Thanks for the ideas.

@Kjelt : Actually I like this idea, but only if I was the only person interacting with the equipment. A few flaky reasons for requiring a web interface is a) We are dealing with the sort of tech's who break in to a cold sweat at the sight of a console prompt  b) management will want to plaster our logo all over it. So a visually pleasing GUI is the way to go and the web interface seems like the simplest. I guess I could write a desktop app that wraps the scary SSH stuff but installing third-party applications requires all sorts of additional regulatory hoops in our particular space.

@All aside from the Domain/IP question - CA certs are generally out of the question because they cap out at a 2 year lifespan and need our gear to be working for 5 years minimum.

@NorthGuy : Yes having the certs stolen off the device is a valid risk in our case.

@amyk : Yeah it's desirable to give the customers the option of what they want to use but I feel most will opt for the easy way.
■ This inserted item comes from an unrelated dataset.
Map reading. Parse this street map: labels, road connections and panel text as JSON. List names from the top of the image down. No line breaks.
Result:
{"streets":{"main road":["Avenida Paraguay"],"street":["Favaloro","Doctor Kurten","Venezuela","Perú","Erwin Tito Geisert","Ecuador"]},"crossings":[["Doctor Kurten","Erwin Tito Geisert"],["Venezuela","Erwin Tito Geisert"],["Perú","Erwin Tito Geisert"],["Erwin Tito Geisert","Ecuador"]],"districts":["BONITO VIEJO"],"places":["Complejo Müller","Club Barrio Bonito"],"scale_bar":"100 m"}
As it can be added later I'll definitely add it to the TODO list.

@nctnico : Again requiring the users to install the certificates is probably a bit much to ask. But we could do it if we have too. We already have an internal procedure called "How to make IE trust a self-signed certificate in 20 irritating steps" :) - [EDIT: source]


Thanks again for the feedback, I'll have a think but I am leaning towards llkiwi2006 suggestion here of going plain old HTTP, filtering by source IP, having the config interface up for a couple of minutes after bootup, and requiring a configurable user / pass combination on the web app.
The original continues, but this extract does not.